[Opening SOURCE INFORMATION section]
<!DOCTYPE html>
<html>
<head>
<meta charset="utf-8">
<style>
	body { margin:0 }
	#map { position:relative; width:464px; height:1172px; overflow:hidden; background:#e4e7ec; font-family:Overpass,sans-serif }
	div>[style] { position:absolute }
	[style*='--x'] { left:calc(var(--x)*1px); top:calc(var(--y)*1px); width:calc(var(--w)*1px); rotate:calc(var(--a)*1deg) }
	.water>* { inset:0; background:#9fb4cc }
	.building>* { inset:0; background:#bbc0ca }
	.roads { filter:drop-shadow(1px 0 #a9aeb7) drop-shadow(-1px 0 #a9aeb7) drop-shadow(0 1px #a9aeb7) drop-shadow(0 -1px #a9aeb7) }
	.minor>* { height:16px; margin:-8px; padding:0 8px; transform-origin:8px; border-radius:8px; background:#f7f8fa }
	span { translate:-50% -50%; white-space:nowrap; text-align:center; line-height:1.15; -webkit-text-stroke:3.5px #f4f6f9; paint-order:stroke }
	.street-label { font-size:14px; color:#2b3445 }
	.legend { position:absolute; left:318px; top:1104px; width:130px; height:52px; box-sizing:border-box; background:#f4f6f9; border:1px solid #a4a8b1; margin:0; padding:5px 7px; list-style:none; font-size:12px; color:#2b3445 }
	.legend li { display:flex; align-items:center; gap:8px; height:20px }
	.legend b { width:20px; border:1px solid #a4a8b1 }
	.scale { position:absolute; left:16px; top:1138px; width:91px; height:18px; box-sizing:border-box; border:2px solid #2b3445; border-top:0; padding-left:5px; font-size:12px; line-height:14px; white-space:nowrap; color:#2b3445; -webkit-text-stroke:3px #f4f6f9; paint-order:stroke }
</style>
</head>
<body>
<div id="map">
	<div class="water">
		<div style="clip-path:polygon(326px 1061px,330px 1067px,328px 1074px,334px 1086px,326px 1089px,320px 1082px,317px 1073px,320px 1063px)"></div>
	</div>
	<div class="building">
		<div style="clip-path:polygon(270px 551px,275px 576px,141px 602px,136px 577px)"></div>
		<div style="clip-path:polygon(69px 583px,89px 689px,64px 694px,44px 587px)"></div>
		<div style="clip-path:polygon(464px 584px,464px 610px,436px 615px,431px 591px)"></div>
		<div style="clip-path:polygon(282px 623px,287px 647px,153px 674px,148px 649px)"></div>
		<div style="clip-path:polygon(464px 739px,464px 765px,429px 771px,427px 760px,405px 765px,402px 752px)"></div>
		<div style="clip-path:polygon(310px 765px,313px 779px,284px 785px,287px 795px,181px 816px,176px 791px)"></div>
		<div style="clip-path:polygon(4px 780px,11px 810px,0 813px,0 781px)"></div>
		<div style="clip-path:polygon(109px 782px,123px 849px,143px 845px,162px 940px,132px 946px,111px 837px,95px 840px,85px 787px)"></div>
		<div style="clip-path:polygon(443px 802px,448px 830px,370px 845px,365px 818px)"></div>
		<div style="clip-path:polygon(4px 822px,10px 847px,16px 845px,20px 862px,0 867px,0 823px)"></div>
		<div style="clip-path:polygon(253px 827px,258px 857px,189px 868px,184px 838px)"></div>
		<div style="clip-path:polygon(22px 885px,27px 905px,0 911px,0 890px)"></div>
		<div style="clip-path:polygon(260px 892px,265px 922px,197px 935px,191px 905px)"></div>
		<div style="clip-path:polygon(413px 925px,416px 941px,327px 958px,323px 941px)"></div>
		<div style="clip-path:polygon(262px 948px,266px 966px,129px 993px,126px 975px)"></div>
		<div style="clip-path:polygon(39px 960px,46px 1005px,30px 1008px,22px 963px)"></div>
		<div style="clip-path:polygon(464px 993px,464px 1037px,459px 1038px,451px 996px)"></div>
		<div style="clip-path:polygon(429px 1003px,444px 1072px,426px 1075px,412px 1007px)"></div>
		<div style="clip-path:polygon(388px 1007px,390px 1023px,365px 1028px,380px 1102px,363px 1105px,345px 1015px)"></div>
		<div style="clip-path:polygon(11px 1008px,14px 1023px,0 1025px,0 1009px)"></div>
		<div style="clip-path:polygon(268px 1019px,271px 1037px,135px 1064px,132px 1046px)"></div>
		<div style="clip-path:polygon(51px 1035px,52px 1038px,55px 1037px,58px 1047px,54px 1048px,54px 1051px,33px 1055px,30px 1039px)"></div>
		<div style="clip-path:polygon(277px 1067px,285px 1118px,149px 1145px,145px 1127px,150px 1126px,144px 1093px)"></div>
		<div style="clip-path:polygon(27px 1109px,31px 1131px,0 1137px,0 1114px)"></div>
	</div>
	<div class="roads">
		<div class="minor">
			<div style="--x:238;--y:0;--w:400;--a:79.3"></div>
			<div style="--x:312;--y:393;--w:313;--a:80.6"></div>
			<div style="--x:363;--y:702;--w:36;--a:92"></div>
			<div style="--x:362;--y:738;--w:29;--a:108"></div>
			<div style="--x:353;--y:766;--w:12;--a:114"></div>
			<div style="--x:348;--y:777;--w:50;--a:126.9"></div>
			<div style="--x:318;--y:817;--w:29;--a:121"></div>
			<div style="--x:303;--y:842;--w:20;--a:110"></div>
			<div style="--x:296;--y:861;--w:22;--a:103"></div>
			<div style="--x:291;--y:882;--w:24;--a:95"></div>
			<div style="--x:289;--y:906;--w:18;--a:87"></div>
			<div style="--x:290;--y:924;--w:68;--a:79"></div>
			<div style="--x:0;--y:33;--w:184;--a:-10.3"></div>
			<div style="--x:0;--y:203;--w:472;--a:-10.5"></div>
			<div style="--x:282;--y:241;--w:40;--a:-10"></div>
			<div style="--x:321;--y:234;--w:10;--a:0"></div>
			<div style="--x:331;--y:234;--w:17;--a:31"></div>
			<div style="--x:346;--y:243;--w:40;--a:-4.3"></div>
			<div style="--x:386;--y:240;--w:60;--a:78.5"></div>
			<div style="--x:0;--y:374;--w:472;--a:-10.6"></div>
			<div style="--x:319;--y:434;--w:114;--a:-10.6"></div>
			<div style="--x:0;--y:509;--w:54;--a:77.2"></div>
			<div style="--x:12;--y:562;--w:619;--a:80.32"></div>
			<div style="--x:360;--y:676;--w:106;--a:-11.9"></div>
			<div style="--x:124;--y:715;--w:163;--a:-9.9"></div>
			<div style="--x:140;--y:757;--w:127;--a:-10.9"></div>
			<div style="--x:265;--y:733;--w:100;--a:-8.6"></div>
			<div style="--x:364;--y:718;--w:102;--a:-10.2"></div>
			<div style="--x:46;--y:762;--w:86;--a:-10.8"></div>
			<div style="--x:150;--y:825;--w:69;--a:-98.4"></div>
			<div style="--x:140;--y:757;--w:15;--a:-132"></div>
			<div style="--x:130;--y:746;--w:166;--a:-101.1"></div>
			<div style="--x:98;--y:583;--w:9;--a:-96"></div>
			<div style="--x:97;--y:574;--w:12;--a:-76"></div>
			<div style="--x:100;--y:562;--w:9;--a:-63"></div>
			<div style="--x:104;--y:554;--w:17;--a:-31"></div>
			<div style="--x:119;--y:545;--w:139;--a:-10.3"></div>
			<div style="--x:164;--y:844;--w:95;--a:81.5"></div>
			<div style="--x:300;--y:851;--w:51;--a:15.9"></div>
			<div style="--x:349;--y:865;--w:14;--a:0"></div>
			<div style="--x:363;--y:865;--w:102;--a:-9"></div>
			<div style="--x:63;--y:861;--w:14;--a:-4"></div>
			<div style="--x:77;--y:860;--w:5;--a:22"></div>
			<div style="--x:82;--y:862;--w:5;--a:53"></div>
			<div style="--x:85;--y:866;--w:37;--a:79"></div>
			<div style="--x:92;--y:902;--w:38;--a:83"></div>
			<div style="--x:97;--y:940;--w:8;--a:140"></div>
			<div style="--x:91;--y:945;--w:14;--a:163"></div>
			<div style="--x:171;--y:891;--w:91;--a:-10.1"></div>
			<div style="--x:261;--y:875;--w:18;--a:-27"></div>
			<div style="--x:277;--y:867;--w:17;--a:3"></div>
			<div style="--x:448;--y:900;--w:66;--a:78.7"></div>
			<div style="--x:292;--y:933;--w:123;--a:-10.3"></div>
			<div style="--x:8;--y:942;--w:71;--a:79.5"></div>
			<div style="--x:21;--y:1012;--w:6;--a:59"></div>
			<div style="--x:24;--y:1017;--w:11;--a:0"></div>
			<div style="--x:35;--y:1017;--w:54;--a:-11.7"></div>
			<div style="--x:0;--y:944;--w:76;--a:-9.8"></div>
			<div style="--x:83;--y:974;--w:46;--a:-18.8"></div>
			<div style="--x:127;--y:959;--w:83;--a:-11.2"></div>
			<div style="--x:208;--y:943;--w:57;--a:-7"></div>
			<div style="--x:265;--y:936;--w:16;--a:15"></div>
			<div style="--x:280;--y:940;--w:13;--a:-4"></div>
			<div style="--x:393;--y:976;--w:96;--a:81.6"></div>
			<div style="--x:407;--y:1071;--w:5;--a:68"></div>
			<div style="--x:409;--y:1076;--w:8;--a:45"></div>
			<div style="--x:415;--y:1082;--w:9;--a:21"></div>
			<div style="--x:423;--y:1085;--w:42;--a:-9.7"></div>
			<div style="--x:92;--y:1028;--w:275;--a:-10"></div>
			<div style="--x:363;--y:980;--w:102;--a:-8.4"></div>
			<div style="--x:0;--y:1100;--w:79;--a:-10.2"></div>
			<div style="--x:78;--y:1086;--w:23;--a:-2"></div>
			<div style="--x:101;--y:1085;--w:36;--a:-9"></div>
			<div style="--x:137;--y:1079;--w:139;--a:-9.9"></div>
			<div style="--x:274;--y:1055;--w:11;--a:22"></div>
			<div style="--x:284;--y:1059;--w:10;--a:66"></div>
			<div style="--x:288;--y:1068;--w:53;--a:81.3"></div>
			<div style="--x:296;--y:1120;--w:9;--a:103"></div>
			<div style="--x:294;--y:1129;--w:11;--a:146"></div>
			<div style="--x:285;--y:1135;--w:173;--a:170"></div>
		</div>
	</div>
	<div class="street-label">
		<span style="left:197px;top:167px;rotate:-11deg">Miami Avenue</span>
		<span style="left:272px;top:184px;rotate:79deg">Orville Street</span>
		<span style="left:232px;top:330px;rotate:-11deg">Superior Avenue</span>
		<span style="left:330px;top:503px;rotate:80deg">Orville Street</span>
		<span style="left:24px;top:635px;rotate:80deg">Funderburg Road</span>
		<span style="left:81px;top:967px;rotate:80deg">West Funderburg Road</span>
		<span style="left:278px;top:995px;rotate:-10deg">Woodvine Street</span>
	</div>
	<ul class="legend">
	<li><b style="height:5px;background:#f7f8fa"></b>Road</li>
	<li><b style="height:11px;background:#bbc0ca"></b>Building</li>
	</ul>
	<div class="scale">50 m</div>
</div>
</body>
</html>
[Closing SOURCE INFORMATION section]
• **PROBLEM DETAILS**
In the listing above, transcribe exactly everything from the line containing "position:relative; width:464px; height:1172px;" down to the line containing "551px,275px 576px,141px 602px,136px", including both and nothing more.

• **SOLUTION TO THE PROBLEM**
	#map { position:relative; width:464px; height:1172px; overflow:hidden; background:#e4e7ec; font-family:Overpass,sans-serif }
	div>[style] { position:absolute }
	[style*='--x'] { left:calc(var(--x)*1px); top:calc(var(--y)*1px); width:calc(var(--w)*1px); rotate:calc(var(--a)*1deg) }
	.water>* { inset:0; background:#9fb4cc }
	.building>* { inset:0; background:#bbc0ca }
	.roads { filter:drop-shadow(1px 0 #a9aeb7) drop-shadow(-1px 0 #a9aeb7) drop-shadow(0 1px #a9aeb7) drop-shadow(0 -1px #a9aeb7) }
	.minor>* { height:16px; margin:-8px; padding:0 8px; transform-origin:8px; border-radius:8px; background:#f7f8fa }
	span { translate:-50% -50%; white-space:nowrap; text-align:center; line-height:1.15; -webkit-text-stroke:3.5px #f4f6f9; paint-order:stroke }
	.street-label { font-size:14px; color:#2b3445 }
	.legend { position:absolute; left:318px; top:1104px; width:130px; height:52px; box-sizing:border-box; background:#f4f6f9; border:1px solid #a4a8b1; margin:0; padding:5px 7px; list-style:none; font-size:12px; color:#2b3445 }
	.legend li { display:flex; align-items:center; gap:8px; height:20px }
	.legend b { width:20px; border:1px solid #a4a8b1 }
	.scale { position:absolute; left:16px; top:1138px; width:91px; height:18px; box-sizing:border-box; border:2px solid #2b3445; border-top:0; padding-left:5px; font-size:12px; line-height:14px; white-space:nowrap; color:#2b3445; -webkit-text-stroke:3px #f4f6f9; paint-order:stroke }
</style>
</head>
<body>
<div id="map">
	<div class="water">
		<div style="clip-path:polygon(326px 1061px,330px 1067px,328px 1074px,334px 1086px,326px 1089px,320px 1082px,317px 1073px,320px 1063px)"></div>
	</div>
	<div class="building">
		<div style="clip-path:polygon(270px 551px,275px 576px,141px 602px,136px 577px)"></div>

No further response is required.